Vrai ! Casilda, c'est étrange,
590 - Ce marquis est pour moi comme le mauvais ange.
L'autre jour, il devait partir le lendemain,
Et, comme à l'ordinaire, il vint au baise-main.
Tous les grands s'avançaient vers le trône à la file ;
Je leur livrais ma main, j'étais triste et tranquille,
Regardant vaguement, dans le salon obscur,
Une bataille au fond peinte sur un grand mur,
Quand tout à coup, mon oeil se baissant vers la table,
Je vis venir à moi cet homme redoutable !
Sitôt que je le vis, je ne vis plus que lui.
600 - Il venait à pas lents, jouant avec l'étui
D'un poignard dont parfois j'entrevoyais la lame,
Grave, et m'éblouissant de son regard de flamme.
Soudain il se courba, souple et comme rampant... –
Je sentis sur ma main sa bouche de serpent !
Casilda.
Il rendait ses devoirs ; – rendons-nous pas les nôtres ?
La Reine.
Sa lèvre n'était pas comme celle des autres.
C'est la dernière fois que je l'ai vu. Depuis,
J'y pense très souvent. J'ai bien d'autres ennuis,
C'est égal, je me dis : – l'enfer est dans cette âme.
610 - Devant cet homme-là je ne suis qu'une femme. –
Dans mes rêves, la nuit, je rencontre en chemin
Cet effrayant démon qui me baise la main ;
Je vois luire son oeil d'où rayonne la haine ;
Et, comme un noir poison qui va de veine en veine,
Souvent, jusqu'à mon coeur qui semble se glacer,
Je sens en longs frissons courir son froid baiser !
Que dis-tu de cela ?
Casilda.
Purs fantômes, madame.
La Reine.
Au fait, j'ai des soucis bien plus réels dans l'âme.
À part.
Oh ! Ce qui me tourmente, il faut le leur cacher.
À Casilda.
620 - Dis-moi, ces mendiants qui n'osaient approcher...
Casilda., allant à la fenêtre.
Je sais, madame.
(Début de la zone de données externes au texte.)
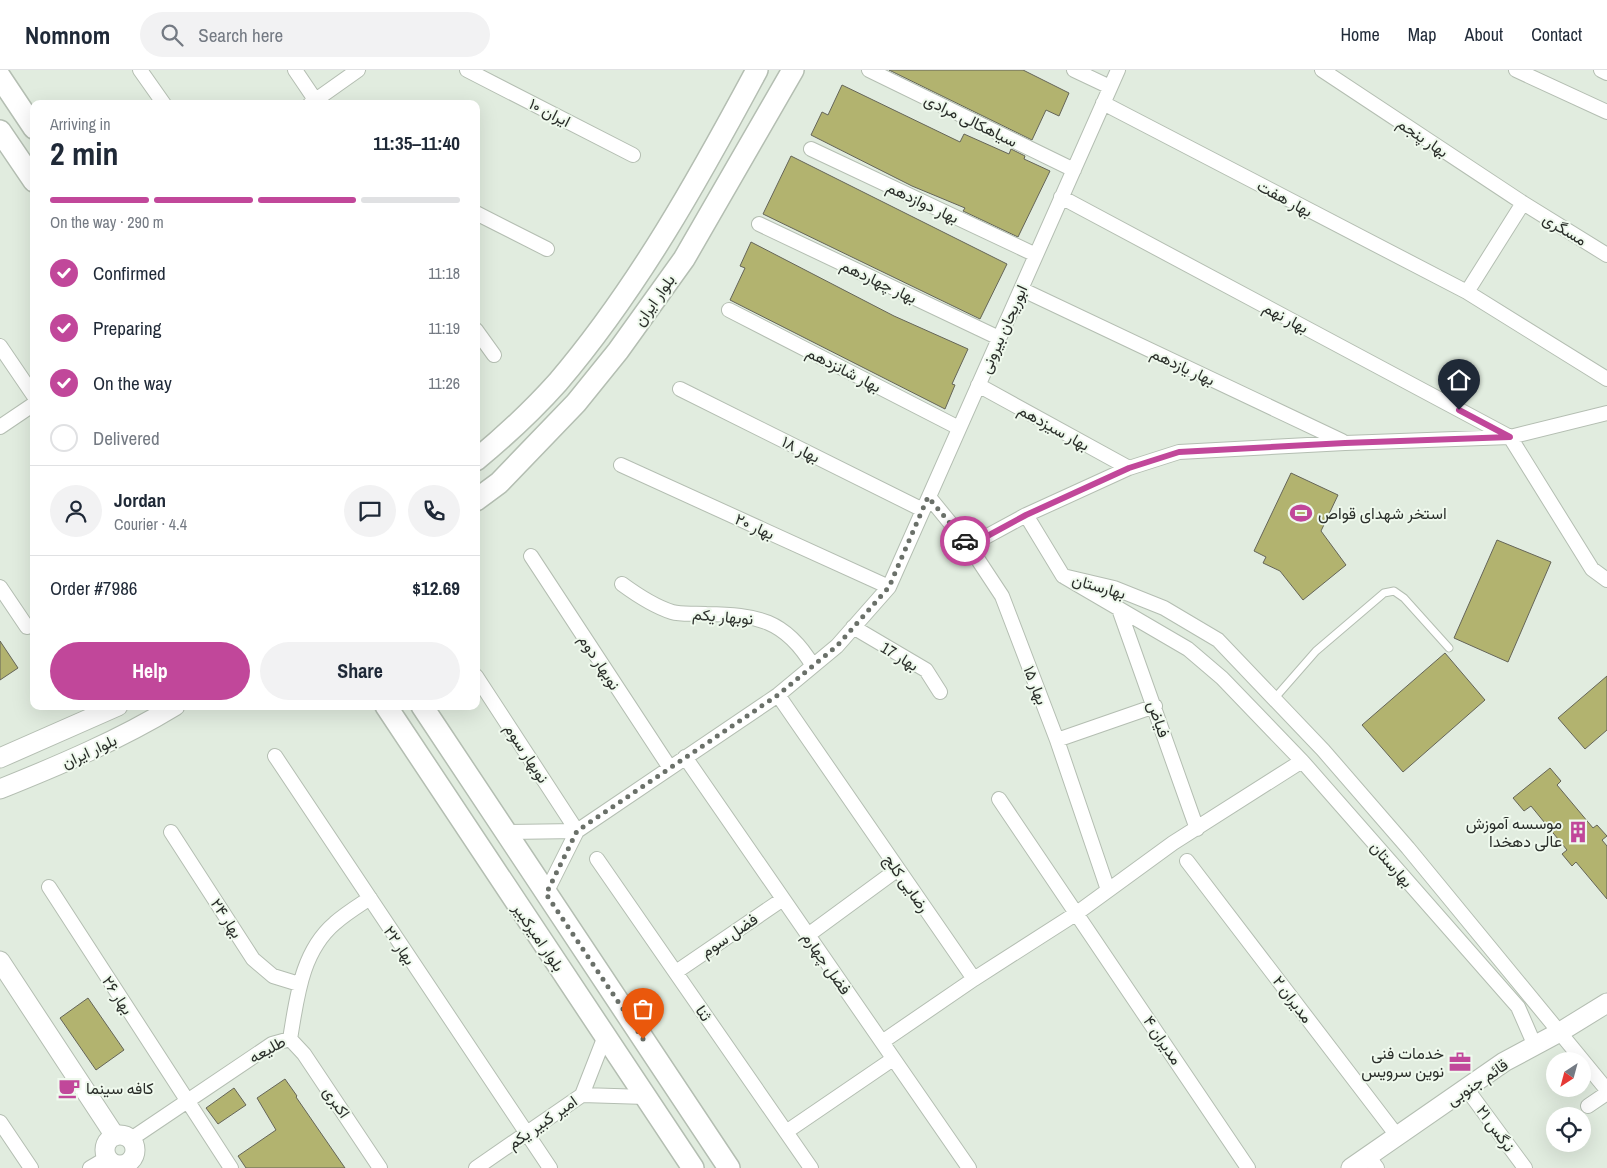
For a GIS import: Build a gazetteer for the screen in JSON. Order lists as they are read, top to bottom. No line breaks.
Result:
{"streets":{"main road":["بلوار ایران","بلوار امیرکبیر"],"street":["ایران ۱۰","سیاهکالی مرادی","بهار پنجم","بهار هفت","بهار دوازدهم","مسگری","بهار چهاردهم","بهار نهم","ابوریحان بیرونی","بهار یازدهم","بهار شانزدهم","بهار سیزدهم","بهار ۱۸","بهار ۲۰","بهارستان","نوبهار یکم","بهار 17","نوبهار دوم","بهار ۱۵","فیاض","نوبهار سوم","رضایی کلج","بهار ۲۴","فضل سوم","بهار ۲۲","فضل چهارم","بهار ۲۶","مدیران ۲","ثنا","مدیران ۴","طلیعه","قائم جنوبی","اکبری","امیر کبیر یکم","نرگس ۲۱"]},"crossings":[["سیاهکالی مرادی","ابوریحان بیرونی"],["بهار پنجم","مسگری"],["بهار هفت","ابوریحان بیرونی"],["بهار دوازدهم","ابوریحان بیرونی"],["بهار چهاردهم","ابوریحان بیرونی"],["بهار نهم","ابوریحان بیرونی"],["ابوریحان بیرونی","بهار یازدهم"],["ابوریحان بیرونی","بهار شانزدهم"],["ابوریحان بیرونی","بهار سیزدهم"],["ابوریحان بیرونی","بهار ۱۸"],["ابوریحان بیرونی","بهار ۲۰"],["ابوریحان بیرونی","نوبهار یکم"],["ابوریحان بیرونی","بهار 17"],["ابوریحان بیرونی","نوبهار دوم"],["ابوریحان بیرونی","بهار ۱۵"],["ابوریحان بیرونی","نوبهار سوم"],["ابوریحان بیرونی","رضایی کلج"],["ابوریحان بیرونی","فضل چهارم"],["بهار ۱۸","بهار ۱۵"],["بهارستان","فیاض"],["بهارستان","قائم جنوبی"],["بهار ۲۴","طلیعه"],["فضل سوم","فضل چهارم"],["فضل سوم","ثنا"],["بلوار امیرکبیر","امیر کبیر یکم"],["بهار ۲۲","طلیعه"],["بهار ۲۲","امیر کبیر یکم"],["بهار ۲۶","طلیعه"],["مدیران ۲","قائم جنوبی"],["طلیعه","اکبری"],["قائم جنوبی","نرگس ۲۱"]],"places":{"sports":["استخر شهدای قواص"],"building":["موسسه آموزش عالی دهخدا"],"office":["خدمات فنی نوین سرویس"],"cafe":["کافه سینما"]},"north":"bottom left","page":{"header":"Nomnom","search":"Search here","nav":["Home","Map","About","Contact"],"heading":["2 min","Arriving in","11:35–11:40"],"panel":["Jordan","Courier · 4.4","Order #7986","$12.69"],"bar":"On the way · 290 m","list":[["Confirmed","11:18"],["Preparing","11:19"],["On the way","11:26"],"Delivered"],"buttons":["Help","Share"]}}
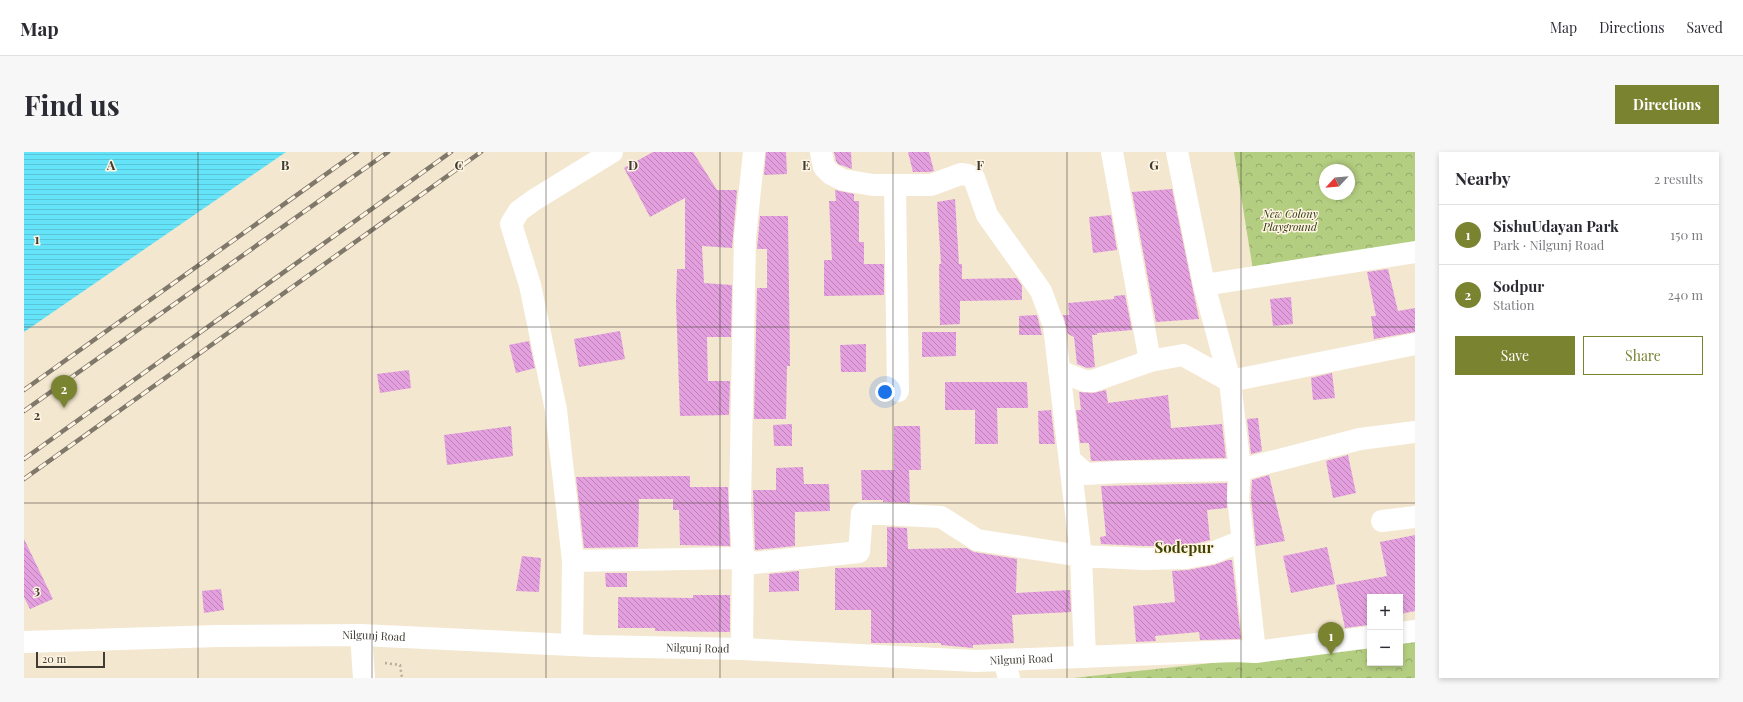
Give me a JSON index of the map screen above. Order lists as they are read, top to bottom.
{
  "streets": {
    "street": ["Nilgunj Road"]
  },
  "districts": ["Sodepur"],
  "parks": ["New Colony Playground"],
  "scale_bar": "20 m",
  "north": "bottom left",
  "page": {
    "header": "Map",
    "nav": ["Map", "Directions", "Saved"],
    "buttons": [
      "Directions",
      ["Save", "Share"]
    ],
    "title": "Find us",
    "heading": ["Nearby", "2 results"],
    "list": [
      {
        "mark": "1",
        "name": "SishuUdayan Park",
        "note": "Park · Nilgunj Road",
        "value": "150 m"
      },
      {
        "mark": "2",
        "name": "Sodpur",
        "note": "Station",
        "value": "240 m"
      }
    ],
    "pins": ["2", "1"],
    "map_buttons": ["+", "−"],
    "scale": "20 m"
  },
  "grid": {
    "columns": [
      "A",
      "B",
      "C",
      "D",
      "E",
      "F",
      "G"
    ],
    "rows": ["1", "2", "3"]
  }
}
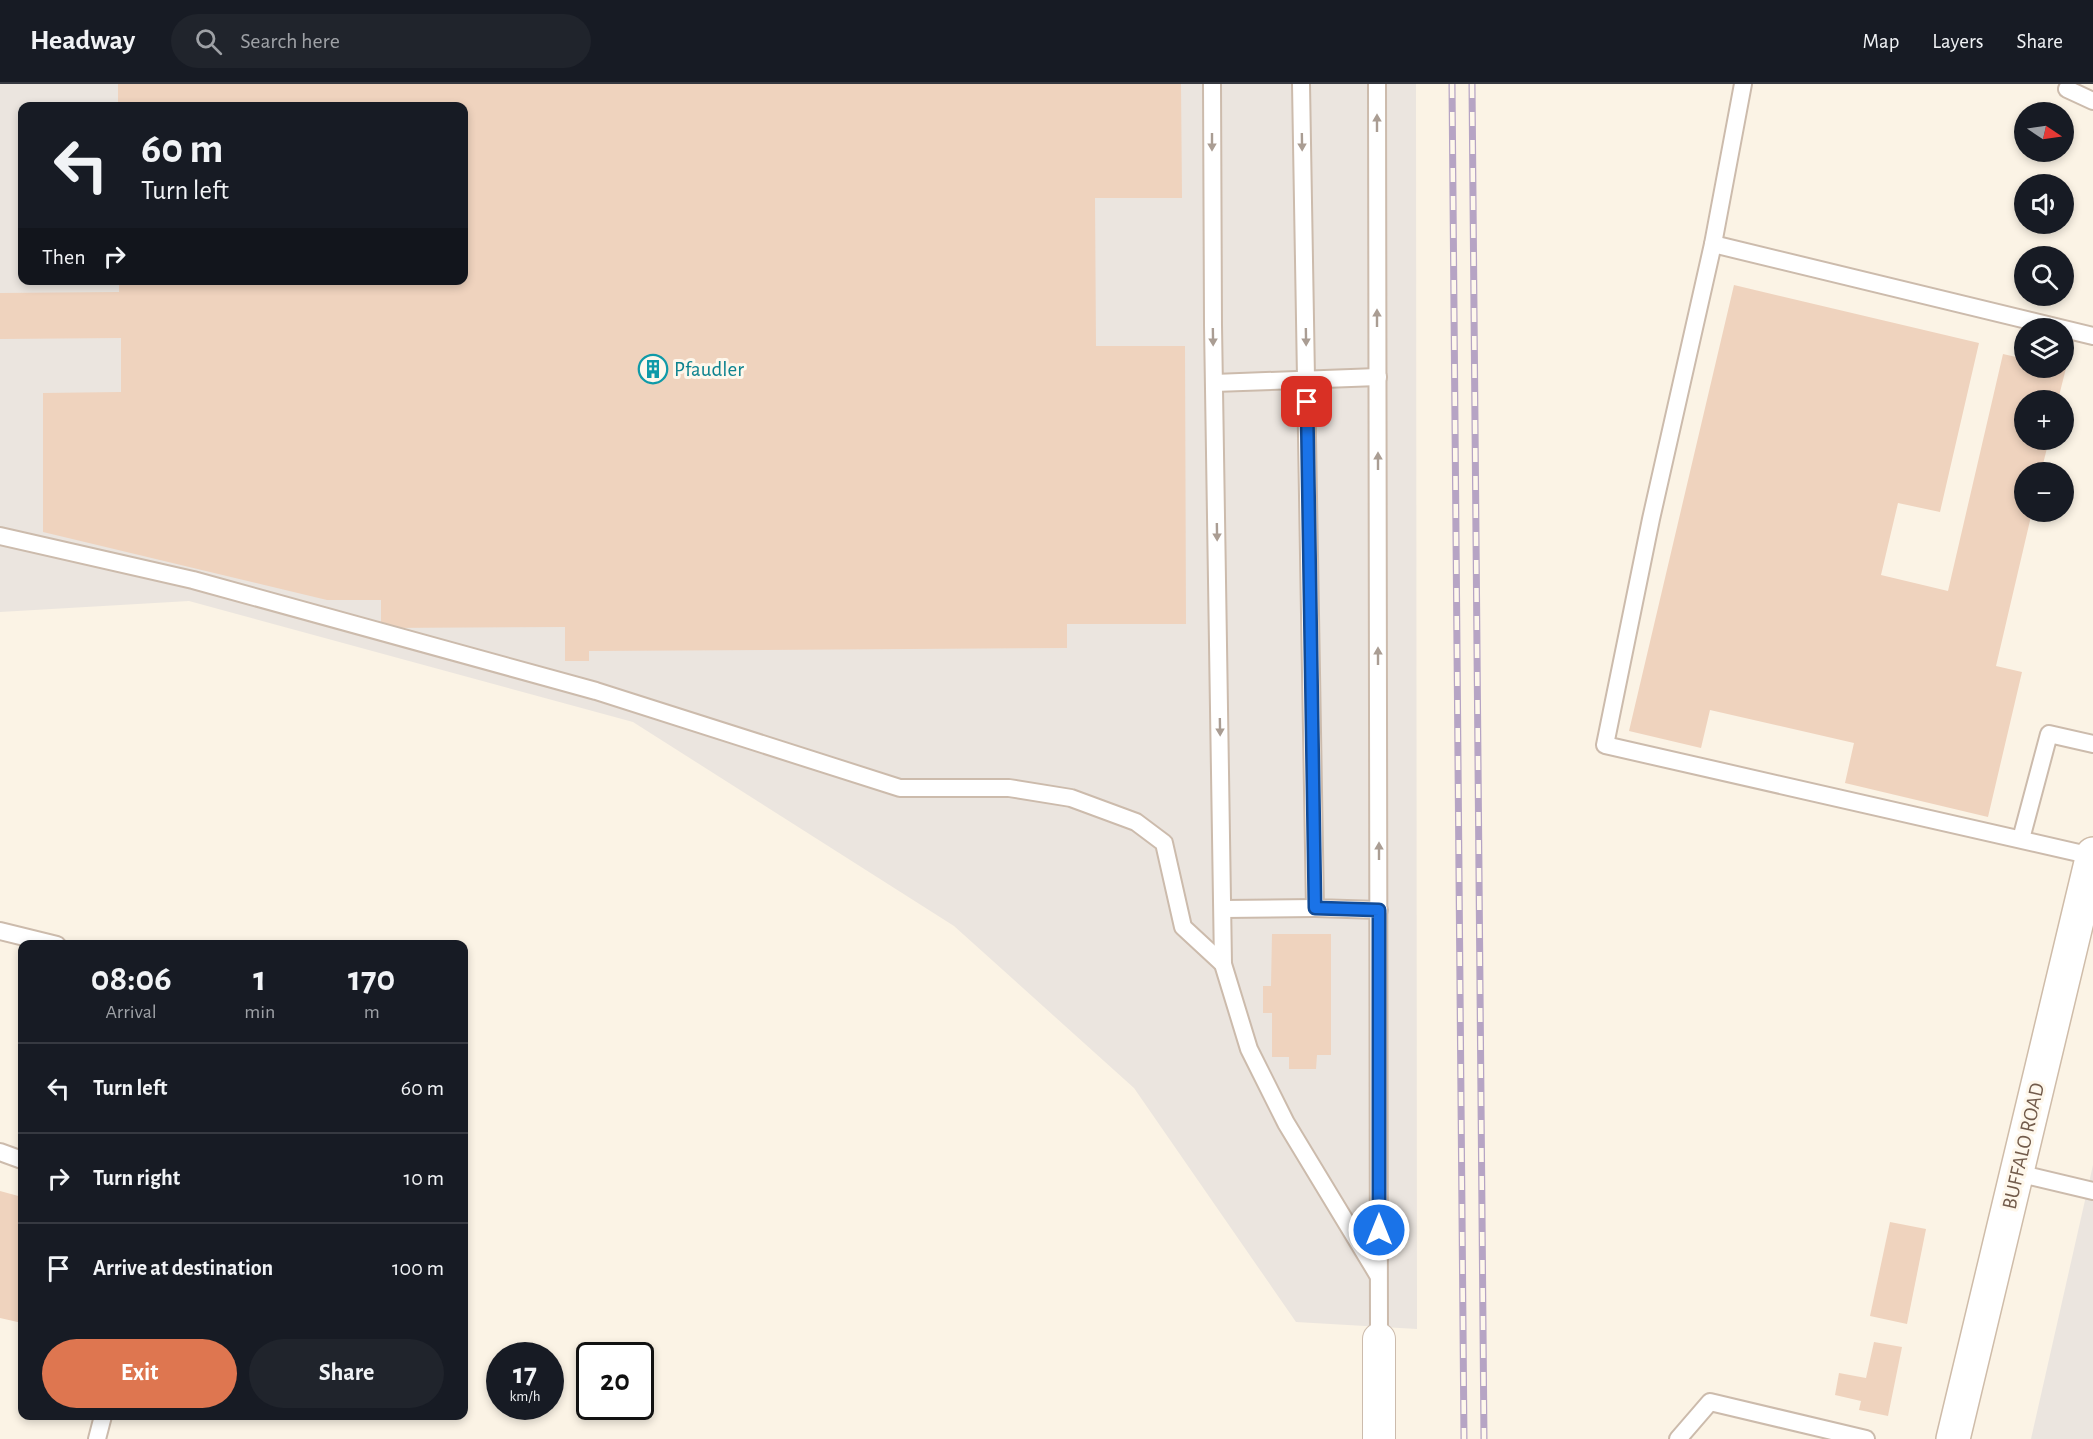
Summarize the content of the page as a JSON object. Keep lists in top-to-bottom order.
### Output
{
  "streets": {
    "main road": ["BUFFALO ROAD"]
  },
  "places": {
    "building": ["Pfaudler"]
  },
  "north": "right",
  "page": {
    "header": "Headway",
    "search": "Search here",
    "nav": ["Map", "Layers", "Share"],
    "map_buttons": ["+", "−"],
    "turn": ["60 m", "Turn left"],
    "then": "Then",
    "eta": [
      "08:06",
      "Arrival",
      "1",
      "min",
      "170",
      "m"
    ],
    "list": [
      {
        "name": "Turn left",
        "value": "60 m"
      },
      {
        "name": "Turn right",
        "value": "10 m"
      },
      {
        "name": "Arrive at destination",
        "value": "100 m"
      }
    ],
    "buttons": ["Exit", "Share"],
    "speed": "17 km/h",
    "limit": "20"
  }
}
Ils sont encor là, dans la place.
La Reine.
Tiens ! Jette-leur ma bourse.
Casilda prend la bourse et va la jeter par la fenêtre.
Casilda.
Oh ! Madame, par grâce,
Vous qui faites l'aumône avec tant de bonté,
Montrant à la reine don Guritan, qui, debout et silencieux au fond de la chambre, fixe sur la reine un oeil plein d'adoration muette.
Ne jetterez-vous rien au comte d'Onate ?
Rien qu'un mot ! – un vieux brave ! Amoureux sous l'armure !
D'autant plus tendre au coeur que l'écorce est plus dure !
La Reine.
Il est bien ennuyeux !
Casilda.
J'en conviens. – parlez-lui !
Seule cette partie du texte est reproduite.